++++ Data shown ++++
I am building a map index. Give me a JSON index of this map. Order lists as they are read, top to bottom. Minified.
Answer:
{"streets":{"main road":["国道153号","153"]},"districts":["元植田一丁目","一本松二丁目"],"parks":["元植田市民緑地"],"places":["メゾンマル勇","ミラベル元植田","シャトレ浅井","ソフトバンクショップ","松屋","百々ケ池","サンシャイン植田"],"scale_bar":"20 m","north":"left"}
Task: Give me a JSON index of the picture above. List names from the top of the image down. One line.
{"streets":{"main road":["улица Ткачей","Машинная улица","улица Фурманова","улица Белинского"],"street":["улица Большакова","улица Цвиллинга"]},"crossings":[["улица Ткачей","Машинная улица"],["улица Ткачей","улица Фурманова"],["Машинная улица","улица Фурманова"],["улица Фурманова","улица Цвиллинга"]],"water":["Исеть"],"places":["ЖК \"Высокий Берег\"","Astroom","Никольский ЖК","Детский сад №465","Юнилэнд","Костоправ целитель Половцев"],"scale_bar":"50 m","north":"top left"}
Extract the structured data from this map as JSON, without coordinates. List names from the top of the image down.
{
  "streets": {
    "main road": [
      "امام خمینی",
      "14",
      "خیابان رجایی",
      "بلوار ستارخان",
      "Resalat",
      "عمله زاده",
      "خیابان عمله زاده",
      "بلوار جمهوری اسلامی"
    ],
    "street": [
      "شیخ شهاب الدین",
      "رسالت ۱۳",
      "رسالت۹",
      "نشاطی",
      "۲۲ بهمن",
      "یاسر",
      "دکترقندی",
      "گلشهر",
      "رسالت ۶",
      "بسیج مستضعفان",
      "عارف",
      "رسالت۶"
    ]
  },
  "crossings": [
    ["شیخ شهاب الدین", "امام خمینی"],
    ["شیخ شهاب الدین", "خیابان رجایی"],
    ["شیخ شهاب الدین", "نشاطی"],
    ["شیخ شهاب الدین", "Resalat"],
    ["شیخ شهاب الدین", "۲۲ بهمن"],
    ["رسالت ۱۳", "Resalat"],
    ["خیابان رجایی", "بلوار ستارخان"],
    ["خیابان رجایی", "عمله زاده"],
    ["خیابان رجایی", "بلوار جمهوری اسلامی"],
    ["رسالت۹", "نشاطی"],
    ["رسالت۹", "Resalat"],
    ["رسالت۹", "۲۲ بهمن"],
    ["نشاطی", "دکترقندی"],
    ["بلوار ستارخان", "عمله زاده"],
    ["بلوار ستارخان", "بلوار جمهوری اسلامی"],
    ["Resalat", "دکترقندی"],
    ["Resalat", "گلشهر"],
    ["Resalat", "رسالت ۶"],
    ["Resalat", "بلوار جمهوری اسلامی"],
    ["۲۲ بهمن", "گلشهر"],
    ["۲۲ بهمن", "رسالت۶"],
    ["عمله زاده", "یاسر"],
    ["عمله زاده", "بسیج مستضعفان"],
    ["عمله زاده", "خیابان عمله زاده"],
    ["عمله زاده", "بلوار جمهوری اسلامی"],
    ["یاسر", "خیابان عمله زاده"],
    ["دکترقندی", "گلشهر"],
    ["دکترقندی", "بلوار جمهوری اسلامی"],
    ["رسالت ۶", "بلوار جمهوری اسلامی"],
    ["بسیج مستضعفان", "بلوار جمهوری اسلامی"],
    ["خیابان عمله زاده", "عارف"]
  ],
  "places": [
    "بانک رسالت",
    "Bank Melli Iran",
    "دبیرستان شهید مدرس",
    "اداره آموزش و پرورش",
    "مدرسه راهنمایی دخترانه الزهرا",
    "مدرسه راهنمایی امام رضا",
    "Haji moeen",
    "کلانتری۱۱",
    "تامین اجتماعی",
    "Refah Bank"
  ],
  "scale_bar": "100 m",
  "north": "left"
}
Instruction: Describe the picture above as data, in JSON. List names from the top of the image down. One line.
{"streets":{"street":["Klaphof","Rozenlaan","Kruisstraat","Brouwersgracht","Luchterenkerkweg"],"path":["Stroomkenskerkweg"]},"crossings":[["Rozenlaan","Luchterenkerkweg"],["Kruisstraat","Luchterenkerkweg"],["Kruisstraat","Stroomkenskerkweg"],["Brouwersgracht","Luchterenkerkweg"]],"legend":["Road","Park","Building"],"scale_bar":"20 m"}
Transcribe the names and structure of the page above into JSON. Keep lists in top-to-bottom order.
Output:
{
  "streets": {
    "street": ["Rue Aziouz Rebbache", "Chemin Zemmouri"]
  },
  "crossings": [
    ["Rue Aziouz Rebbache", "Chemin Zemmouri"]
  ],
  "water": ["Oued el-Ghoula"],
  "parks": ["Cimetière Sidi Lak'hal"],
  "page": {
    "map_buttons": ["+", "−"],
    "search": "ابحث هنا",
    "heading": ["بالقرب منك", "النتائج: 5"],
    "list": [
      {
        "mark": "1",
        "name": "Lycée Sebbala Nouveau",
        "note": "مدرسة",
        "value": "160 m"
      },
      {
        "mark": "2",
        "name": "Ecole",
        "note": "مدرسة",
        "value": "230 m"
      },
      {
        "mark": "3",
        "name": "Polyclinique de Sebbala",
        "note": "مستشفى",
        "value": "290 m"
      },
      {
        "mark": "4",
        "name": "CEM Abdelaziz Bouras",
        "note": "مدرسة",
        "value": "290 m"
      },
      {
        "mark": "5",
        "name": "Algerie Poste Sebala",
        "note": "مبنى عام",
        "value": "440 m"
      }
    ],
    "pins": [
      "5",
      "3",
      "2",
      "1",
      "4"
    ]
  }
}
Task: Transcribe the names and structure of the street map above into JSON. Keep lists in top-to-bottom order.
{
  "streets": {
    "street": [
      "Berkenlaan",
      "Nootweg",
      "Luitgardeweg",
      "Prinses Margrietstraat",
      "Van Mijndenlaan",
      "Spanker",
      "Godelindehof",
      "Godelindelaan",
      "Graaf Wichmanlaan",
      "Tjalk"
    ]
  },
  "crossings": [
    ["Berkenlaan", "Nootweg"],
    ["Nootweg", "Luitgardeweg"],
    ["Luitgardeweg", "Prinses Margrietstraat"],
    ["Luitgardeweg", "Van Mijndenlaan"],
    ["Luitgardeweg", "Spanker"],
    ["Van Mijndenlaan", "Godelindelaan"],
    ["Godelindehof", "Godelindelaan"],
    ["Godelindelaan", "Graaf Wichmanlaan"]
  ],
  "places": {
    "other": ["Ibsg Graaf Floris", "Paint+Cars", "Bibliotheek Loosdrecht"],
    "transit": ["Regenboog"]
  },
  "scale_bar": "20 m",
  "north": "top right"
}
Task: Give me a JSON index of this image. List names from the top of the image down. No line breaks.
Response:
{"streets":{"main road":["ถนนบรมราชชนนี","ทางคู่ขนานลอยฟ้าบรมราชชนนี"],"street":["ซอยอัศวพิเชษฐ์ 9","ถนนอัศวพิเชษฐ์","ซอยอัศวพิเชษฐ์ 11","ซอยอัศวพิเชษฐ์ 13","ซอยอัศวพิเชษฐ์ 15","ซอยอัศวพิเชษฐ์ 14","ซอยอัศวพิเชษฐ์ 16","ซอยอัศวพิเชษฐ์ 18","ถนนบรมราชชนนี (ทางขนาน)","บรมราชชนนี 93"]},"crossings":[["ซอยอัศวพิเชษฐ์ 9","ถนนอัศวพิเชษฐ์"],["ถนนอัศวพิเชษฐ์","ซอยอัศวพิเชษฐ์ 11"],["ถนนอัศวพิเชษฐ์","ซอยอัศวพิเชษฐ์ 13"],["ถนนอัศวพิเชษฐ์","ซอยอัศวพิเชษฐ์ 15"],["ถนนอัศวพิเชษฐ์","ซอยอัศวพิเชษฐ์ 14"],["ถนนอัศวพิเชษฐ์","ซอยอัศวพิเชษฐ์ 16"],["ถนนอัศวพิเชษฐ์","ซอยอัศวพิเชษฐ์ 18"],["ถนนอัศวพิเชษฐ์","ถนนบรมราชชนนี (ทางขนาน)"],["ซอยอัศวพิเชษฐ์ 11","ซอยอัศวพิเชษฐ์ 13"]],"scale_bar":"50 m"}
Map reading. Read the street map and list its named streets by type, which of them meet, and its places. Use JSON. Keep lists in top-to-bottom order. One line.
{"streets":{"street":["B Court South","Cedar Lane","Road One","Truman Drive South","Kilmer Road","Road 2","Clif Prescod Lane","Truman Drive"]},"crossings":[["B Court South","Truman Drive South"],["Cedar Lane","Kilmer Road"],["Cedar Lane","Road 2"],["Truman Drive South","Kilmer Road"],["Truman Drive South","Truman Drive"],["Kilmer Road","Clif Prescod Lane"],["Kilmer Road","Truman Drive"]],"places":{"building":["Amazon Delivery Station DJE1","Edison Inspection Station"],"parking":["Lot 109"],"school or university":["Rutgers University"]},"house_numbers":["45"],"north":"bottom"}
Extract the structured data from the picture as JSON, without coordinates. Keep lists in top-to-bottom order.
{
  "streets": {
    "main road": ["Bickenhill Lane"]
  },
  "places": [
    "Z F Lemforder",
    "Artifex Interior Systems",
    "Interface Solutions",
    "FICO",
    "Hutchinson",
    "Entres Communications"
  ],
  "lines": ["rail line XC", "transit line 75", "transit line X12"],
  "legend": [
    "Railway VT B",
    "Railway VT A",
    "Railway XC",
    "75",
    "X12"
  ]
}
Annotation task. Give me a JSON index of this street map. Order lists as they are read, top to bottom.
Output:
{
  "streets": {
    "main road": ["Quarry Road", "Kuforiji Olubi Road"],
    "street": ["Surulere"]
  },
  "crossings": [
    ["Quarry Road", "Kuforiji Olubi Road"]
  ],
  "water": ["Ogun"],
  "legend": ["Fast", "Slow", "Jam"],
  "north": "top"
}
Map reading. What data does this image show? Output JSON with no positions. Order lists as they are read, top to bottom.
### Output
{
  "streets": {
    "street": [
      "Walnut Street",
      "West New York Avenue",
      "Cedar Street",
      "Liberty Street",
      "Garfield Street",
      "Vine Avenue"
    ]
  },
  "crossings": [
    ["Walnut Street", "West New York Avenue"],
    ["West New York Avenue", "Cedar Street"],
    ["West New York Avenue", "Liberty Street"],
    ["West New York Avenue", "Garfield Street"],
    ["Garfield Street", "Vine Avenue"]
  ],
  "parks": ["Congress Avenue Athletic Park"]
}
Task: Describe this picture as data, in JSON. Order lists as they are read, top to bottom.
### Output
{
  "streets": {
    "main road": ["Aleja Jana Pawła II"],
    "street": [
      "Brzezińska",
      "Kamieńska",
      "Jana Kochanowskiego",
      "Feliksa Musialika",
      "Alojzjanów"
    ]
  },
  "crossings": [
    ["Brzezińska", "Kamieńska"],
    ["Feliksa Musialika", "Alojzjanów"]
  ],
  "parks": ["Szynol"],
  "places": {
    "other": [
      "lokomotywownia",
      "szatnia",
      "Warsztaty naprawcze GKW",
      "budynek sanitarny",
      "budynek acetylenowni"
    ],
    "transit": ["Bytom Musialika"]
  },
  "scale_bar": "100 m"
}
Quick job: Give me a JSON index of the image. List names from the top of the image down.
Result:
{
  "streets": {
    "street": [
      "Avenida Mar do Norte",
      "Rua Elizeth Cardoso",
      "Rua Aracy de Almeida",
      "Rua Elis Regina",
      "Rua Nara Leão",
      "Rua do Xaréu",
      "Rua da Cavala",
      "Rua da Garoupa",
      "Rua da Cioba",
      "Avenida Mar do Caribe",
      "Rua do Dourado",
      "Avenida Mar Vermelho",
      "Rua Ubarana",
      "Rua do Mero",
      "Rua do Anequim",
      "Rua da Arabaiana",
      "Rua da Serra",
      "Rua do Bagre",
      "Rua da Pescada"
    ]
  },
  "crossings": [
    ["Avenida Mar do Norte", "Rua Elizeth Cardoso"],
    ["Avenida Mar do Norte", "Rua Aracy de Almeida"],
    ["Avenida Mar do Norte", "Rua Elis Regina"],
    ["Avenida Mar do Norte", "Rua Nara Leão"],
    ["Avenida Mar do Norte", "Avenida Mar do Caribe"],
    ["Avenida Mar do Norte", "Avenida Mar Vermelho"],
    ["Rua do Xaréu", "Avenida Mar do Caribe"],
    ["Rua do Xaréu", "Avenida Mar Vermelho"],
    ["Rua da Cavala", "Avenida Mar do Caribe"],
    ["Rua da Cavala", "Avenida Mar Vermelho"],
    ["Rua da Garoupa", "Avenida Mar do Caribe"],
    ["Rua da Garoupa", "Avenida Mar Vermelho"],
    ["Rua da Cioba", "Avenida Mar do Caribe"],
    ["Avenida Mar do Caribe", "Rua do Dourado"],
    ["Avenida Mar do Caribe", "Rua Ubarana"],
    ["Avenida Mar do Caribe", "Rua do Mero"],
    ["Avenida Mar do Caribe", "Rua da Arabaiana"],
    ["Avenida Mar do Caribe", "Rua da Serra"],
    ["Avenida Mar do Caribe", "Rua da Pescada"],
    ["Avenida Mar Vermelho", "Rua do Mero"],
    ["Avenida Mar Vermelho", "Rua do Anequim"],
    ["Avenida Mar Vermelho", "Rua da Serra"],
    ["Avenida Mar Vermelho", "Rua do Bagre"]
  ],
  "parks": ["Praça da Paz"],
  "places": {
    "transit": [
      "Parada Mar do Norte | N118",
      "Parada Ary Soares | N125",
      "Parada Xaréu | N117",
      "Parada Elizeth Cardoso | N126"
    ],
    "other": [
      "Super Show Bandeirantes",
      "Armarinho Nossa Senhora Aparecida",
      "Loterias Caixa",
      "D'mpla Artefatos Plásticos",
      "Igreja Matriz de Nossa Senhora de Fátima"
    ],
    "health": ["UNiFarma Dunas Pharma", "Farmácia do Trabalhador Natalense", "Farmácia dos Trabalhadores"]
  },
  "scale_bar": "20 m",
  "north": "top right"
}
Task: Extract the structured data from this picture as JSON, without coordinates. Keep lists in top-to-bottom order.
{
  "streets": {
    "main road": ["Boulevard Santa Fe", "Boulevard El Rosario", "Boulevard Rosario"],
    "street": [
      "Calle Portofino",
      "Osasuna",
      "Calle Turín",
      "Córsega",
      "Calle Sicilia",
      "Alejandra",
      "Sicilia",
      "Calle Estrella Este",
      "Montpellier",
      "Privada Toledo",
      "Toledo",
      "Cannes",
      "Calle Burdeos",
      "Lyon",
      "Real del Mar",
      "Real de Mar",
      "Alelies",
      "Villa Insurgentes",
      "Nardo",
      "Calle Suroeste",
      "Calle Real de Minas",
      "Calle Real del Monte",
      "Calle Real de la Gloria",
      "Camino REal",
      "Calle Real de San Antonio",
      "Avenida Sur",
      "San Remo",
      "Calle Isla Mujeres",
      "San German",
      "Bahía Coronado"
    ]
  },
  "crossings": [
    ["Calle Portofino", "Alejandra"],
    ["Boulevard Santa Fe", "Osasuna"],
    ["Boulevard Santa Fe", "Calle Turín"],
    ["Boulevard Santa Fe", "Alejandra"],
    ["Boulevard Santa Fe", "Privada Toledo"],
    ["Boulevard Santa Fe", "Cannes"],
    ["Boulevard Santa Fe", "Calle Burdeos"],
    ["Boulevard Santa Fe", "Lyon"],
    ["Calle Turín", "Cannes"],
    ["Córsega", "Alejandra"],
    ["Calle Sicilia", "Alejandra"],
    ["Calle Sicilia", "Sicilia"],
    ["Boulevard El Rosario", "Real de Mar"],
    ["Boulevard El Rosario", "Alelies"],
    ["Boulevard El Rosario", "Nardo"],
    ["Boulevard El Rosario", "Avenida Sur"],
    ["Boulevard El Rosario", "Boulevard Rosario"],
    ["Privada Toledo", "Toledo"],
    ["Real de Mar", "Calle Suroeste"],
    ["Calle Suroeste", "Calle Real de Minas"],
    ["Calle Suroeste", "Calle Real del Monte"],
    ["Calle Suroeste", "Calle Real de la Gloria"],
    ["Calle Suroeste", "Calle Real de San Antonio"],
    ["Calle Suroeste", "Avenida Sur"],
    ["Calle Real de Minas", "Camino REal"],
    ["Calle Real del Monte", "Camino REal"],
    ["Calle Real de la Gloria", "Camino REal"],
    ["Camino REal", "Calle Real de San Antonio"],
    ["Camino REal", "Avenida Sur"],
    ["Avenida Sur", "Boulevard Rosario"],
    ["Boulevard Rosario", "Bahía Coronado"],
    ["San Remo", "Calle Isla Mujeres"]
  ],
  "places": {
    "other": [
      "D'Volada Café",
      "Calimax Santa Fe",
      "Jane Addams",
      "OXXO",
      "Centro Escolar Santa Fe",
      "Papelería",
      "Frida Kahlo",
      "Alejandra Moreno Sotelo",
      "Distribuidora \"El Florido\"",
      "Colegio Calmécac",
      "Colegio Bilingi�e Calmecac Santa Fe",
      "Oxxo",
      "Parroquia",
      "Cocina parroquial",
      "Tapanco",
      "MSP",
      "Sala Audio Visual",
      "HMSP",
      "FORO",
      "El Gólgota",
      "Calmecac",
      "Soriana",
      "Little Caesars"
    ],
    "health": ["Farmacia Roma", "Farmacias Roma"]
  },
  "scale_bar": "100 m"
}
++++
Exercise:
Report how many lines of the preceding records include "اسلامی". Output the number only.

Exercise result:
8